# Algorithm Breakdown: Bayesian Optimization

## August 25, 2019 by Ritchie Vink

Not that long ago I wrote an introduction post on Gaussian Processes (GP’s), a regression technique where we condition a Gaussian prior distribution over functions on observed data. GP’s can model any function that is possible within a given prior distribution. And we don’t get a function $f$, we get a whole posterior distribution of functions $P(f|X)$.

This of course, sounds very cool and all, but there is no free lunch. GP’s have a complexity $\mathcal{O}(N^3)$, where $N$ is the number of data points. GP’s work well up to approximately 1000 data points (I should note that there are approximating solutions that scale better). This led me to believe that I wouldn’t be using them too much in real-world problems, but luckily I was very wrong!

## Bayesian Optimization

This post is about bayesian optimization (BO), an optimization technique, that gains more tractions over the past few years, as its being used to search for optimal hyperparameters in neural networks. BO is actually a useful optimization algorithm for any black-box function that is costly to evaluate.
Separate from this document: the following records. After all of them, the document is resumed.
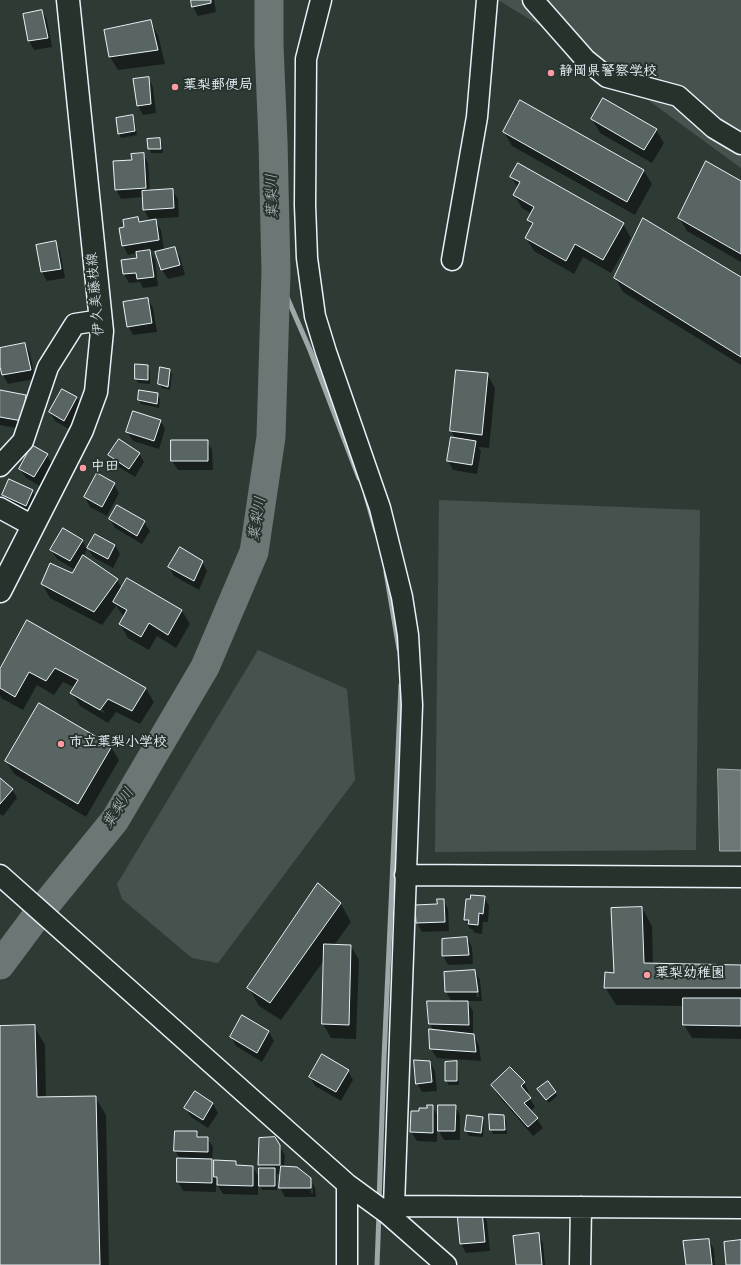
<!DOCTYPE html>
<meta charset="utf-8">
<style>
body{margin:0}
canvas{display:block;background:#2e3b35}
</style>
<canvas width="741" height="1265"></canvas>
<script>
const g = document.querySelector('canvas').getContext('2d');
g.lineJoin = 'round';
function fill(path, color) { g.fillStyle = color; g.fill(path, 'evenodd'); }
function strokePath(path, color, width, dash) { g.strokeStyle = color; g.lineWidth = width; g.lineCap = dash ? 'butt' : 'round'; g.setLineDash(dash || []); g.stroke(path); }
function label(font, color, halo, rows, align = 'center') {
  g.font = font + ' Kalam,"Klee One",sans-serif'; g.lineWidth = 4; g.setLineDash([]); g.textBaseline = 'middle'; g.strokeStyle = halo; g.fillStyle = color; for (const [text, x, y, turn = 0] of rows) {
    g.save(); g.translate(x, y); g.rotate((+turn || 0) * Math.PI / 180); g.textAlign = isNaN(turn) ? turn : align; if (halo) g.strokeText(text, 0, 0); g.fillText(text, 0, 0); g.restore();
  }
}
fill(new Path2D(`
 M498 0H741V168L574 46Z
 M439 500 700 510 696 850 435 852Z
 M258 650 347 689 355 780 218 963 192 958 122 899 117 884Z`), '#45524e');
const water = new Path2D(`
 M718 769 741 770V851H720Z`);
fill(water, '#6b7775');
strokePath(water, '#9da8a9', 1);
fill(new Path2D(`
 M192 0H214L216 12 198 16 193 7Z
 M42 11 47 20 52 47 34 50 29 41Z
 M150 21 158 35 165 64 118 70 110 57Z
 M148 78 153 87 156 113 143 115 138 106Z
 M132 116 135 121 137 135 121 138 119 133Z
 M592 119 656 130 664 143 652 163 600 133Z
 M504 132 644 171 652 184 635 215 512 146Z
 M148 140H160L162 144 163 153H151L149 149Z
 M143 154 148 163 150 192 172 190 178 199 179 217 149 219 144 210 143 197 121 199 116 190 133 161Z
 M511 177 623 224 631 238 611 273 583 257 574 274 534 251 526 238 532 227 528 220 532 214 522 208 514 195 518 188Z
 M741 182V262L687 231 679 218Z
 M138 218 140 223 156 221 161 230 164 249 150 251 155 260 158 286 143 288 140 282 129 283 124 274 122 261 138 258 137 253 128 255 123 245 125 228Z
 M55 242 60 251 65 278 47 281 42 272Z
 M174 248 180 257 185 275 168 279 162 270 157 253Z
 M615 278H741V365L623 292Z
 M148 299 153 308 157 332 133 335 128 326Z
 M25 344 30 353 35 379 8 384 3 375 0 362V349Z
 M147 366 150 370V384L138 383 136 379Z
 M169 370 172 374 170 390 162 388 159 384Z
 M487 374 495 388 489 448 478 447 481 451 477 474 453 470 448 461 455 438 451 431Z
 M62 390 77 398 82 407 69 429 55 421 50 412Z
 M0 391 26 396 31 405 27 430 0 425Z
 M157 394 160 399 159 408 141 404 139 400Z
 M160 420 165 429 159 449 133 441 127 432Z
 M207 441 212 450 213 470H178L172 461Z
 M139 453 144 462 135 477 114 464 109 455Z
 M47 455 52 464 40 486 26 478 20 469Z
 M97 475 114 484 119 493 107 516 90 507 85 497Z
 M32 491 38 500 31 515 8 504 3 495Z
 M110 519 144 522 150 531 142 544 115 528Z
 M82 540 87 549 83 557 117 580 122 589 128 579 182 611 190 624 176 648 157 636 149 650 128 638 120 624 124 617 116 606 102 625 50 598 42 584 72 574 75 570 57 559 51 550Z
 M115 545 120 554 113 568 93 557 88 548Z
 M202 562 207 571 199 590 174 576 169 567Z
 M27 621 146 689 154 702 140 724 116 712 108 723 80 706 72 693 75 688 63 682 54 695 37 685 23 710 1 698 0 695V672ZM82 698 105 712 104 713 82 701Z
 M111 747 119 760 86 817 14 774 6 761Z
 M0 779 12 789 17 798 3 816 0 814Z
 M318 884 341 904 351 922 334 945 351 946 359 960 356 1039 331 1038 323 1024 325 959 281 1020 259 1006 249 988Z
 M484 897 489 906 488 922H483L482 934 475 933 472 929H470L465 920Z
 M443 900 448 909 449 931 422 932 417 923Z
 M642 908 652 926 653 964 741 966V1039L692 1038 684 1025V1006L616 1005 605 987 615 974Z
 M467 938 472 947 473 964 448 965 443 956V939Z
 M474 971 480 980 482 1001H467L473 1011V1034L479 1045 481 1061 437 1058 431 1049 434 1031 430 1024 429 1002H452L446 992ZM475 979H477L479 997H477Z
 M243 1017 269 1032 274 1041 262 1062 236 1046 231 1037Z
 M34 1026 45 1045 46 1098 95 1097 106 1115 109 1265H0V1027Z
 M430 1062 435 1071 437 1091 422 1092 417 1083Z
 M456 1062 458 1066 459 1085H449L446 1081Z
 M510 1068 524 1083 529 1092 527 1094 535 1107 531 1111 537 1119 543 1128 533 1136 497 1094 492 1085Z
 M348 1071 353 1080 341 1101 315 1086 310 1077Z
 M555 1092 557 1096 549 1103 541 1093Z
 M195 1093 213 1104 218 1113 208 1128 191 1117 186 1108Z
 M432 1106 439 1118 455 1106 460 1115V1140H444L437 1128V1142L417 1141 411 1132 412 1112H420Z
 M490 1115 503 1116 506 1120 507 1134H493L491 1130Z
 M468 1116 482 1118 484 1122 483 1137 469 1136 466 1131Z
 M197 1132 200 1138H207L213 1147 212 1161 215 1166 235 1162 238 1166 253 1167 260 1179 262 1169 259 1164 279 1146 285 1155 284 1167 310 1178 315 1188 316 1197H285L280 1188 281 1174H277V1190H262L258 1182V1195L223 1194 216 1183V1192L183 1191 178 1182V1159H180L175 1151ZM310 1182H312L313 1193H311Z
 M482 1212 487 1221 490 1251 466 1253 461 1244 458 1214Z
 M538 1234 543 1243 545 1265H517Z
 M708 1240 714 1249 715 1265H687Z`), '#0007');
strokePath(new Path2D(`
 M276 272 310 350 359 478
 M366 496 376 531
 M386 572 399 649
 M379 1202 384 1058 401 685
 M377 1265 379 1214`), '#9da8a9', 5);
strokePath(new Path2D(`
 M0 965 35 918 115 820 205 667 254 552 271 437 276 272 273 141 269 45V0`), '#6b7775', 29);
const building = new Path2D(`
 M191 0H211V3L192 7Z
 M42 10 48 38 28 41 23 14Z
 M151 20 158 50 109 57 104 30Z
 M149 77 151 104 137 106 133 79Z
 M603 98 657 129 644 150 591 119Z
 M520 100 644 170 627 202 503 132Z
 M133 115 135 131 118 134 116 118Z
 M160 138 161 149H148L147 139Z
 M144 153 146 188 115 190 113 161 132 160 131 154Z
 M706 161 741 181V254L678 218Z
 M518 163 624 223 603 260 575 244 566 261 525 238 533 223 527 220 534 207 513 195 520 182 510 177Z
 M173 189 174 208 143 210 142 191Z
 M138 217 139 222 156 219 159 240 122 246 119 228 124 227 123 220Z
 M643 218 741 277V357L614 278Z
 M56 241 61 269 41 272 36 245Z
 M175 247 180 265 161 270 155 252Z
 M150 250 154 277 137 279 136 273 123 274 121 260 137 258 136 252Z
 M148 298 152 323 127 327 123 302Z
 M25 343 31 370 2 375 0 367V348Z
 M135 364 148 365V380L135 379Z
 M160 367 170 369 168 387 158 384Z
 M456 370 488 373 482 435 450 431Z
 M62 389 77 397 64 421 49 412Z
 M0 390 26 395 22 421 0 417Z
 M139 390 158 393 157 404 138 400Z
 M133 411 161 420 154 441 126 432Z
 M451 437 476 441 472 465 447 461Z
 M119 439 140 453 129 469 108 455Z
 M171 440H208V461H171Z
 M32 445 48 454 34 477 19 469Z
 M97 473 115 483 102 507 84 497Z
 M9 479 33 490 26 506 2 495Z
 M117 505 145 521 137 536 109 519Z
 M63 528 83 540 70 561 50 550Z
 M95 534 115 545 108 559 87 548Z
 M180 547 203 561 194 581 168 567Z
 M83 555 118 579 94 612 41 584 50 563 72 573Z
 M127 578 182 610 168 635 149 623 141 637 119 624 127 610 113 602Z
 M27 620 146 688 132 711 108 699 100 710 70 693 78 680 55 668 46 681 29 672 15 697 0 688V669Z
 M39 703 112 746 78 804 5 761Z
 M0 778 13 789 0 804Z
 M318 883 341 903 270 1003 247 988Z
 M471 895 485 896 483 914 479 913 478 925 468 924 469 920H464L466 899H470Z
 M437 899H444L445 922 416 923 415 905 437 904Z
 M642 907 644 963 741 965V988H604L605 972 614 973 611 908Z
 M467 937 469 955 442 956V939Z
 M324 944 351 945 349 1025 322 1024Z
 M475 970 478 992H445L444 972Z
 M683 998H741V1026L683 1025Z
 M427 1001H468L469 1025 429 1024Z
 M242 1015 269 1031 257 1053 230 1037Z
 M35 1025 37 1097 96 1096 100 1265H0V1026Z
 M429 1029 474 1034 476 1052 430 1049Z
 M322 1054 349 1070 336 1092 309 1077Z
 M414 1060 430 1061 432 1082 416 1084Z
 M457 1061V1081H445V1062Z
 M510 1067 525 1082 521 1086 531 1098 524 1103 538 1118 528 1127 491 1085Z
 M548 1081 556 1092 546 1100 537 1089Z
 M195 1091 213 1103 203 1120 184 1108Z
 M427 1105H433V1133L410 1132 411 1111H419V1108H427Z
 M438 1105H456L455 1131H438Z
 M489 1114 504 1115 505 1130H490Z
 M467 1115 483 1117 481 1133 465 1131Z
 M175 1131H197V1137H208V1152L174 1151Z
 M275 1137 280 1145V1165H258L259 1138Z
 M177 1158 212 1159V1183L177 1182Z
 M214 1160 236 1161V1165L253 1166V1186L217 1185V1177H214Z
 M281 1166 297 1167 311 1178V1188H279Z
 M259 1168H275V1186H259Z
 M482 1211 485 1242 460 1244 457 1213Z
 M539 1233 542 1265H516L513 1236Z
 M709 1239 712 1265H686L683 1241Z
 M741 1240V1265H726L724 1242Z`);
fill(building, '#596563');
strokePath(building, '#e8f1f8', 1);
const minor = new Path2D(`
 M321 0 306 59 305 205 307 258 315 316 326 352 380 508 402 597 408 635 412 705 394 1206 388 1214
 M533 0 586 60 607 77 678 96 714 128 741 144
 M452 260 477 117 487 0
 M0 466 23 441 48 367 75 324 101 320
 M0 508 33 526
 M0 875 347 1184 388 1214 446 1265
 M405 875 741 877
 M394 1206 741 1208
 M347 1265V1184
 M580 1265 581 1207`);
const major = new Path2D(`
 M0 591 82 430 96 392 102 331 68 0`);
strokePath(minor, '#e8f1f8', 23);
strokePath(major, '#e8f1f8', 25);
strokePath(minor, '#26332d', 20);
strokePath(major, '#26332d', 22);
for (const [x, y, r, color] of [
 [551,73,4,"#ff9aa2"],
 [175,87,4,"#ff9aa2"],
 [83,468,4,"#ff9aa2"],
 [61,744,4,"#ff9aa2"],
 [647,975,4,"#ff9aa2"]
]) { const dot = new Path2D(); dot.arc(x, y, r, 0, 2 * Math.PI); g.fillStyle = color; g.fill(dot); strokePath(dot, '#26332d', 1.5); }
label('bold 14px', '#e8f1f8', '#26332d', [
 ["静岡県警察学校",559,73],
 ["葉梨郵便局",183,87],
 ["中田",91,468],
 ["市立葉梨小学校",69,744],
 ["葉梨幼稚園",655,975]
], 'left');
label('14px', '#e8f1f8', '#26332d', [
 ["伊久美藤枝線",97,294,-95]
]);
label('italic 15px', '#b0babd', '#26332d', [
 ["葉梨川",274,196,-91],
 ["葉梨川",259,519,-81],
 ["葉梨川",120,809,-57]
]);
</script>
Black box, in this sense, means that we observe only the (noisy) outputs of the function and not more information that could be to our advantage (i.e. first- or second-order derivatives). By ‘costly’, we mean that the function evaluations are on a certain budget. There are resources required to evaluate the function. These resources are often time or money.
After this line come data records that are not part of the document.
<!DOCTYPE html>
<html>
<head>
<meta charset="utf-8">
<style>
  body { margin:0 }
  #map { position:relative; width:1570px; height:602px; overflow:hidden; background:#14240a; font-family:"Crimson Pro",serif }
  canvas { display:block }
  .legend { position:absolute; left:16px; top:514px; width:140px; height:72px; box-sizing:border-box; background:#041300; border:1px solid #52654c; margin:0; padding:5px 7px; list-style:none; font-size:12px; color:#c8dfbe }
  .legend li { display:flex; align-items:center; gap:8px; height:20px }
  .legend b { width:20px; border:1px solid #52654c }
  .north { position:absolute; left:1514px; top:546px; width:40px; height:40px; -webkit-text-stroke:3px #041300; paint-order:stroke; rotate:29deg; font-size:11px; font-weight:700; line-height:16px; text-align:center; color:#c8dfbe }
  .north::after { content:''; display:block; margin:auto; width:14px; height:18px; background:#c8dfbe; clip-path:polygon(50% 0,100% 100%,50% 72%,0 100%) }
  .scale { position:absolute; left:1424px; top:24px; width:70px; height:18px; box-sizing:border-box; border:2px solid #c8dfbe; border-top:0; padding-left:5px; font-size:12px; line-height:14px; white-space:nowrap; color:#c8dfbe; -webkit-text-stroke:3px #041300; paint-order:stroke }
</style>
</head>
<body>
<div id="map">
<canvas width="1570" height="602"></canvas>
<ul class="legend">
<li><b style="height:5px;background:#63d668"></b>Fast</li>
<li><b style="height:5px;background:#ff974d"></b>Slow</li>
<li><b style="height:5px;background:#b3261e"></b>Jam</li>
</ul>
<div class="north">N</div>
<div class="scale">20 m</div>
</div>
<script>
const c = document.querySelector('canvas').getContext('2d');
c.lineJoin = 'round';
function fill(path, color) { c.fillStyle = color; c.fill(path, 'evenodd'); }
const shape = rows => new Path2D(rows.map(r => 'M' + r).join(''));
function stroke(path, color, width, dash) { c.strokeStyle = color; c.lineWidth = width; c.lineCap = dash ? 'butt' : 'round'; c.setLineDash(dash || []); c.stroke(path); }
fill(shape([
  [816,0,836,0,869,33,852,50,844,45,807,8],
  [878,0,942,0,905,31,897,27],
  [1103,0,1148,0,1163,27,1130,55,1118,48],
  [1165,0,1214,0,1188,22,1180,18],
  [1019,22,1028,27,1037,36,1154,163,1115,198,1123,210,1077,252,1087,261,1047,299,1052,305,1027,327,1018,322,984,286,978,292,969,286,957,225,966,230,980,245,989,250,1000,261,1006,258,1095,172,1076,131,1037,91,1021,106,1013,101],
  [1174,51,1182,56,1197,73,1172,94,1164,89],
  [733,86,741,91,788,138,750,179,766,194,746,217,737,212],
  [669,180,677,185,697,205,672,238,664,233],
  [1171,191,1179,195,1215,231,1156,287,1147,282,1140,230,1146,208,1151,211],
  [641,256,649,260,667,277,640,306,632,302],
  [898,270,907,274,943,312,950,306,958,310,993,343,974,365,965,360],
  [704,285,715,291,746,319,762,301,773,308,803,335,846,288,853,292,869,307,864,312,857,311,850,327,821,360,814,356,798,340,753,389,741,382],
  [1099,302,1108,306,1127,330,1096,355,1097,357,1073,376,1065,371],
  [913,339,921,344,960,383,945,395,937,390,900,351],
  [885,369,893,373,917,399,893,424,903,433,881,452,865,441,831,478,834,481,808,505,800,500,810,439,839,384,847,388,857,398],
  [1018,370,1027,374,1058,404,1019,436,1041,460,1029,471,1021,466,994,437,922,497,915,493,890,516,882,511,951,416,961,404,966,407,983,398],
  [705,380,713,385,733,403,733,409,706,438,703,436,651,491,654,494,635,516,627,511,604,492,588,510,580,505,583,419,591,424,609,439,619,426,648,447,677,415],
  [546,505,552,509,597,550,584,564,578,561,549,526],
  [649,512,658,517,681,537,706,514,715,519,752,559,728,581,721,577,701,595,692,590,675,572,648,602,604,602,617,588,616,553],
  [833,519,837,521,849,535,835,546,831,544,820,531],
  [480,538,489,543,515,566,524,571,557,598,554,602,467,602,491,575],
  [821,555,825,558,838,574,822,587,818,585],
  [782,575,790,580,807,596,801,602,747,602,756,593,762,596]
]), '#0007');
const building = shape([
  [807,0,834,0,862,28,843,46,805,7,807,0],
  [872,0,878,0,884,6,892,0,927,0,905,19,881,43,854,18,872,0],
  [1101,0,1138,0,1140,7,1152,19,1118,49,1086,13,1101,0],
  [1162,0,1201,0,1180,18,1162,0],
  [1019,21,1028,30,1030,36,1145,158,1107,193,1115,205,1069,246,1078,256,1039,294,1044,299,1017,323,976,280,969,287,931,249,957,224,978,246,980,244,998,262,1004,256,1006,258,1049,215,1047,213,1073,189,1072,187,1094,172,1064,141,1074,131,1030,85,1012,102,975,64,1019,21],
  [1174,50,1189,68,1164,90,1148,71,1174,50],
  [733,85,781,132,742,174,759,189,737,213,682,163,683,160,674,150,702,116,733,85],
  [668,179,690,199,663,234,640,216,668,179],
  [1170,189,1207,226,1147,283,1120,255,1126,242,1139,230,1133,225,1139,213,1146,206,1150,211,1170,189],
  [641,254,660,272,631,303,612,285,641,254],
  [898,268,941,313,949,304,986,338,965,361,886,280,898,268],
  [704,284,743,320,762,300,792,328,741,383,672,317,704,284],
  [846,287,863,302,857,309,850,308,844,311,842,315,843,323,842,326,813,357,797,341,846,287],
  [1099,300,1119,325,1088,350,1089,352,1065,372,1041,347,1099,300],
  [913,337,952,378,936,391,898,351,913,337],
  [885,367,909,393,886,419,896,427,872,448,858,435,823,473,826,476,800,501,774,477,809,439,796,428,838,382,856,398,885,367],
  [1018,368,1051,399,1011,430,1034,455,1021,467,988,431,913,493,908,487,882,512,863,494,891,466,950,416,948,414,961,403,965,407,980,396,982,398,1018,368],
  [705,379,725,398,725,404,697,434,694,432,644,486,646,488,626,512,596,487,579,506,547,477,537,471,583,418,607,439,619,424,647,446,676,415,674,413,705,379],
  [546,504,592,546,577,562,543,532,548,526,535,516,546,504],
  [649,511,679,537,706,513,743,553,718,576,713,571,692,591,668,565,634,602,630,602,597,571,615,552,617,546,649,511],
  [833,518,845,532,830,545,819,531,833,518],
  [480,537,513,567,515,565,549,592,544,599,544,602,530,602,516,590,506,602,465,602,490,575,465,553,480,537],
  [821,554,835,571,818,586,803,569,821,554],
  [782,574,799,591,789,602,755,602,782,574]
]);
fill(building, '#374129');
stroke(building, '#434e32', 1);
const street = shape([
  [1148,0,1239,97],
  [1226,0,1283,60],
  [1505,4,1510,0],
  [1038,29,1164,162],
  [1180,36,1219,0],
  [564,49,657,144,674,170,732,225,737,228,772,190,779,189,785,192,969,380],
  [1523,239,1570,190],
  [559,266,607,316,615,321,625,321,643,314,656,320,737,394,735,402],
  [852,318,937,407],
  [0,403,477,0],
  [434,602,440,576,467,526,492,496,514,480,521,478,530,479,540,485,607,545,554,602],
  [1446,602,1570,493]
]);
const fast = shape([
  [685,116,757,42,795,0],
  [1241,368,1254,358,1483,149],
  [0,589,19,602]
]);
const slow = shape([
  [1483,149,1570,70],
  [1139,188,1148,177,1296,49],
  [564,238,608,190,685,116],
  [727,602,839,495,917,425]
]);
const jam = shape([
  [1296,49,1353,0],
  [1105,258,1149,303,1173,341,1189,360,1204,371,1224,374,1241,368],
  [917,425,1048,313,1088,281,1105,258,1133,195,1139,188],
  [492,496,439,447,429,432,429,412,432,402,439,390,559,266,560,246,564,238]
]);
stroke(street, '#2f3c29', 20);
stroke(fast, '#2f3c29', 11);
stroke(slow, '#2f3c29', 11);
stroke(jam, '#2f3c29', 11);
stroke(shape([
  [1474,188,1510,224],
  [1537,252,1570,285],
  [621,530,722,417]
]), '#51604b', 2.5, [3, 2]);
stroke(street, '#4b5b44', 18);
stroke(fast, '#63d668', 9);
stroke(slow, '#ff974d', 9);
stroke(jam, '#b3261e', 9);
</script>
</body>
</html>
Some examples where bayesian optimization can be useful are:

• Hyperparameter search for machine learning
• Parameter search for physics models
• Calibration of environmental models
• Increasing conversion rates

These subjects are time-consuming, have a large parameter space, and the implementations are ‘black-box’ as we can’t compute derivatives.

Some examples where you shouldn’t use Bayesian Optimization:

• Curve fitting
• Linear programming

For these kinds of problems, there are better optimization algorithms that can, for instance, take advantage of the shape of the function’s codomain (convex problems).

This post we are going to implement a Bayesian Optimization algorithm in Python and while doing so we are going to explore some properties of the algorithm.

## Why Gaussian Processes?

Bayesian optimization is thus used to model unknown, time-consuming to evaluate, non-convex, black-box functions $f$. Let’s think for a moment about some of the properties we would want for such a model.

Exploration

Most models fit in a frequentist manner and lead to a point estimate of the parameters that best fit the function. Once we’ve fitted a model on $f(x)$, it is hard to get a sense of the uncertainty of our model. We want to have a notion of uncertainty because we don’t want to explore a space where we are very certain and we already know what the outcome will be. This would be a waste of our limited budget. So we want to be able to do exploration and for that, we need to know the uncertainty, i.e. we need Bayesian models. On to the second requirement!

Versatility

As BO is useful for any black-box function (which can have any output shape), we do need a versatile model to be able to approximate the unknown black-box function. For this reason, we can’t use linear or polynomial regression as we restrict our model to a certain function family. Gaussian Processes fit this requirement. We can just set a prior distribution over functions and with a kernel, we can restrict (or not) the family of possible functions as much as we want.

The limiting scalability properties of GP’s now actually don’t matter as the function evaluations are on a limiting budget. Every new data point is costly, so we’ll stay well below 1000 data points!

## The algorithm

Below the BO algorithm is shown in pseudo-code. Later we will implement in Python.

Place prior over f.

Define an acquisition function that given a posterior
distribution determines new sample locations.

Evaluate n random samples of f.

while i < budget do:
Determine posterior distribution conditioned on the current samples of f.

Find new parameters X_i by maximizing the acquisition function.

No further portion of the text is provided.